ACTIVITY — This task calls for copying each line below that contains "bottom".

[STORED DATA Boundary: Start]

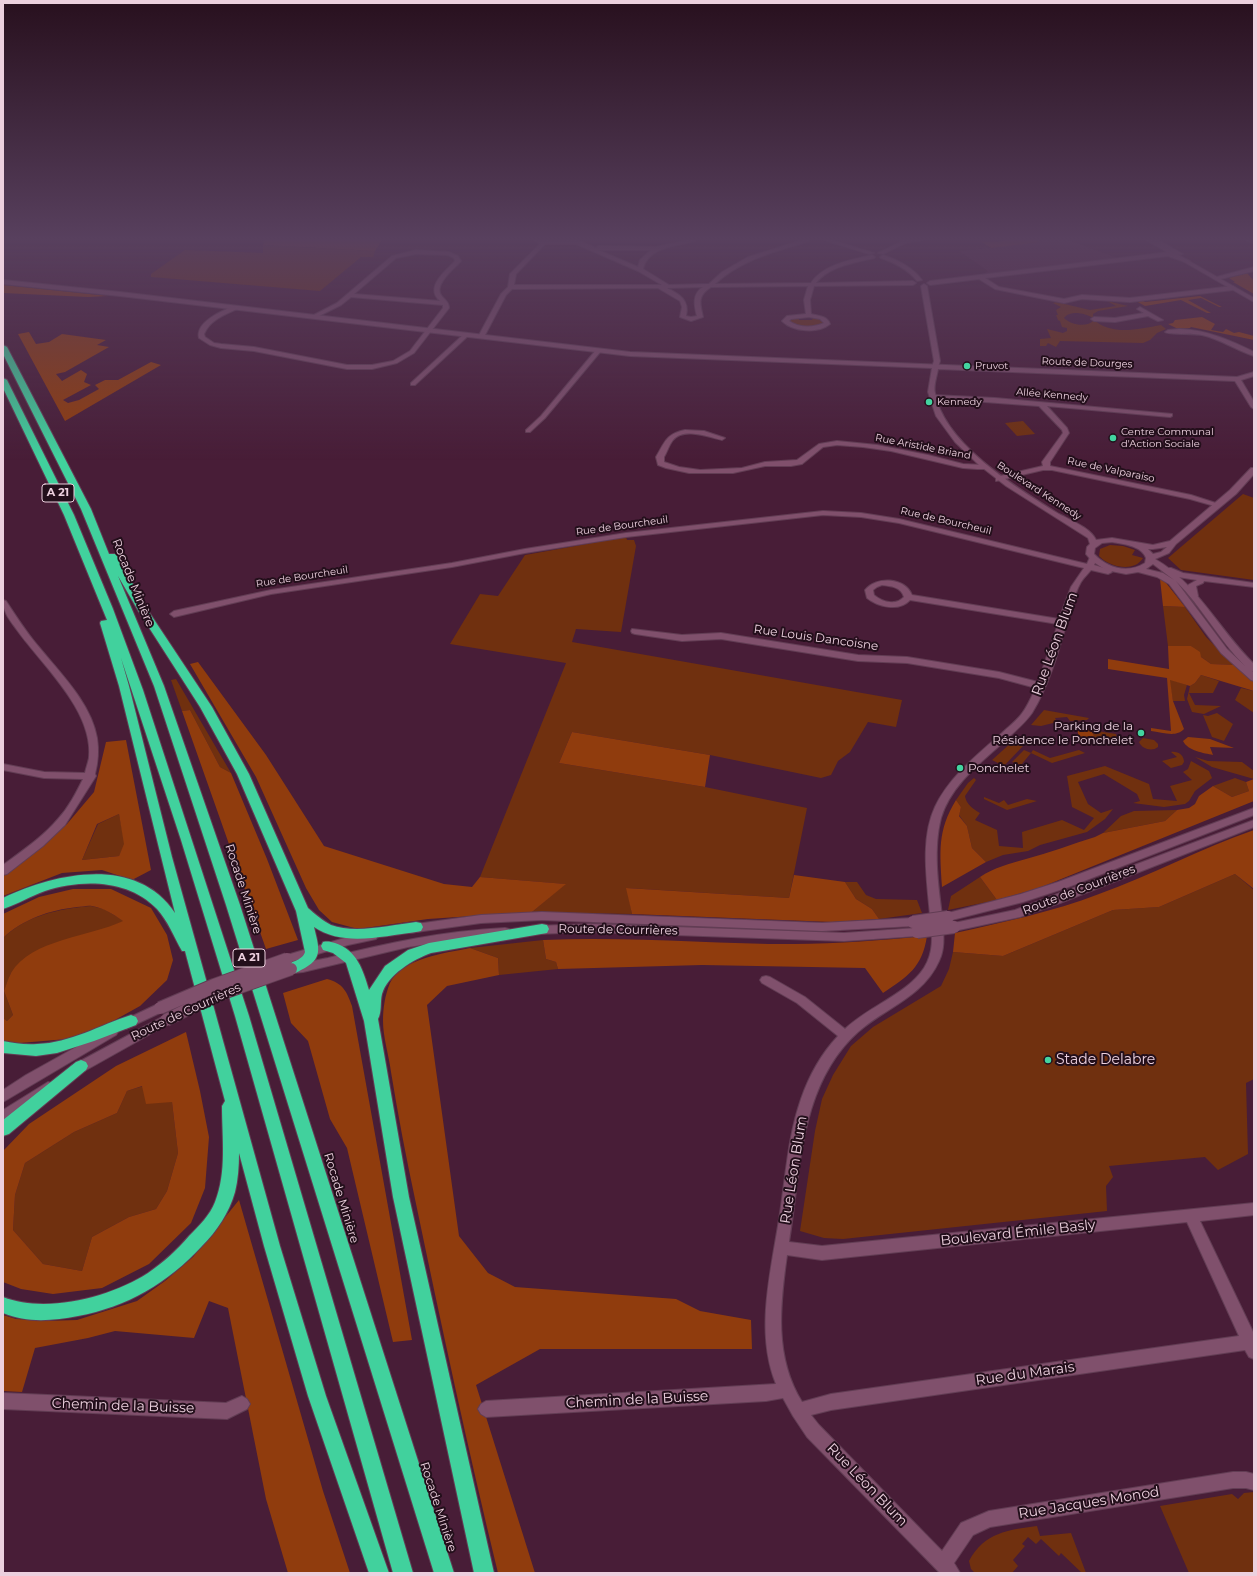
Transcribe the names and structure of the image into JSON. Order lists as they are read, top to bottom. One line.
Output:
{"streets":{"highway":["A 21","Rocade Minière"],"street":["Route de Dourges","Allée Kennedy","Rue Aristide Briand","Rue de Valparaiso","Boulevard Kennedy","Rue de Bourcheuil","Rue Louis Dancoisne","Rue Léon Blum","Route de Courrières","Boulevard Émile Basly","Rue du Marais","Chemin de la Buisse","Rue Jacques Monod"]},"crossings":[["Route de Dourges","Boulevard Kennedy"],["Allée Kennedy","Boulevard Kennedy"],["Rue Aristide Briand","Boulevard Kennedy"],["Rue de Valparaiso","Boulevard Kennedy"],["Boulevard Kennedy","Rue Léon Blum"],["Rue de Bourcheuil","Rue Léon Blum"],["Rue Louis Dancoisne","Rue Léon Blum"],["Rue Léon Blum","Boulevard Émile Basly"],["Rue Léon Blum","Rue du Marais"],["Rue Léon Blum","Chemin de la Buisse"],["Rue Léon Blum","Rue Jacques Monod"]],"places":["Pruvot","Kennedy","Centre Communal d'Action Sociale","Parking de la Résidence le Ponchelet","Ponchelet","Stade Delabre"]}
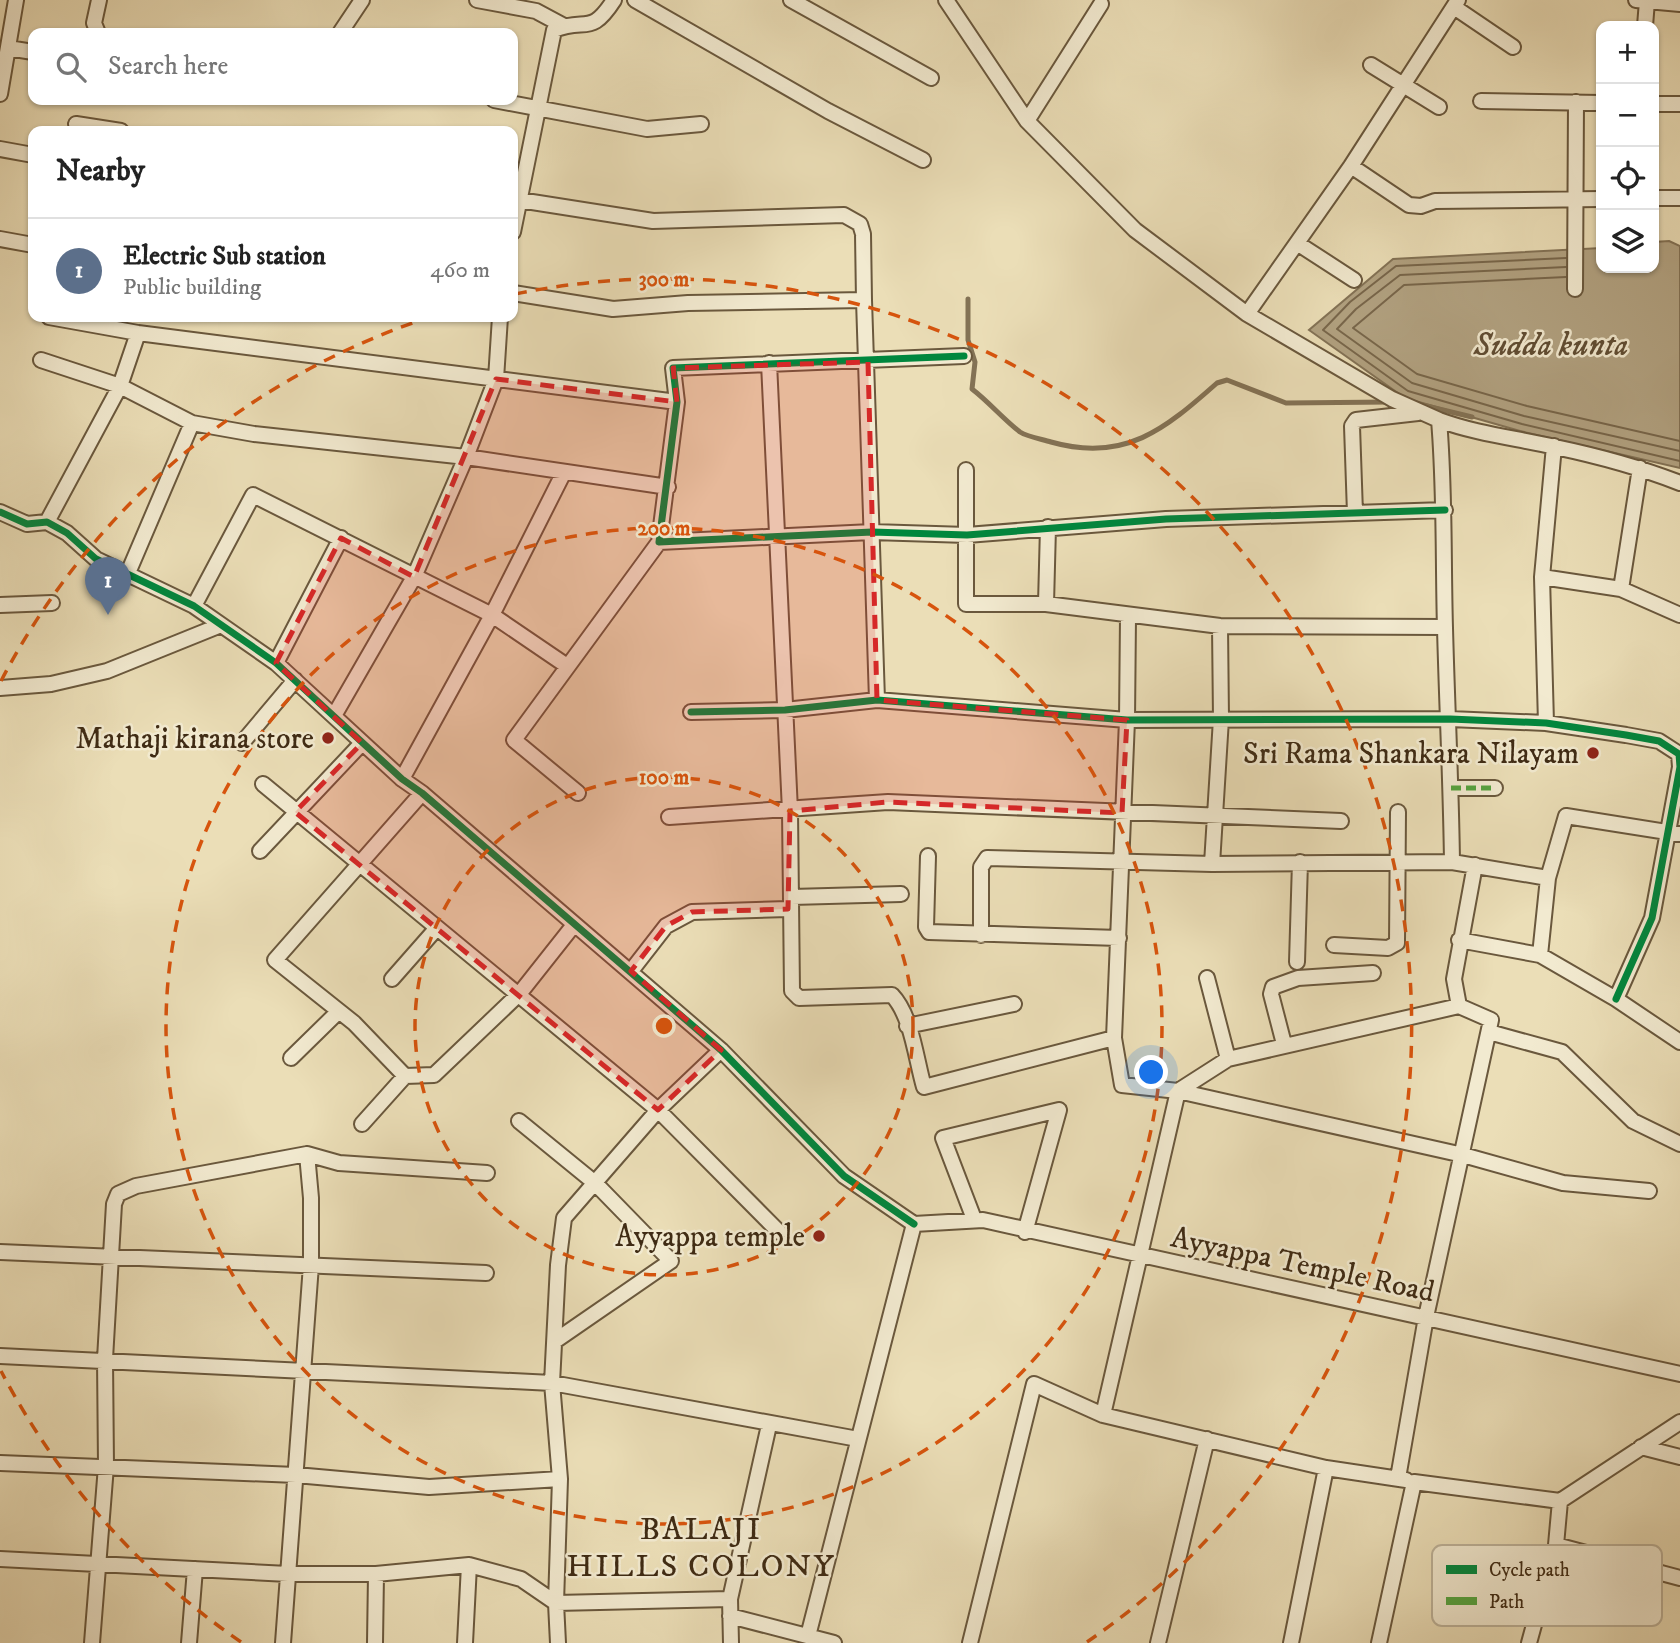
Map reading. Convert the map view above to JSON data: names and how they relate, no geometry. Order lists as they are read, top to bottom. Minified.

[STORED DATA Boundary: End]

TASK SOLUTION —
Transcribe the names and structure of the image into JSON. Order lists as they are read, top to bottom. One line.
Map reading. Convert the map view above to JSON data: names and how they relate, no geometry. Order lists as they are read, top to bottom. Minified.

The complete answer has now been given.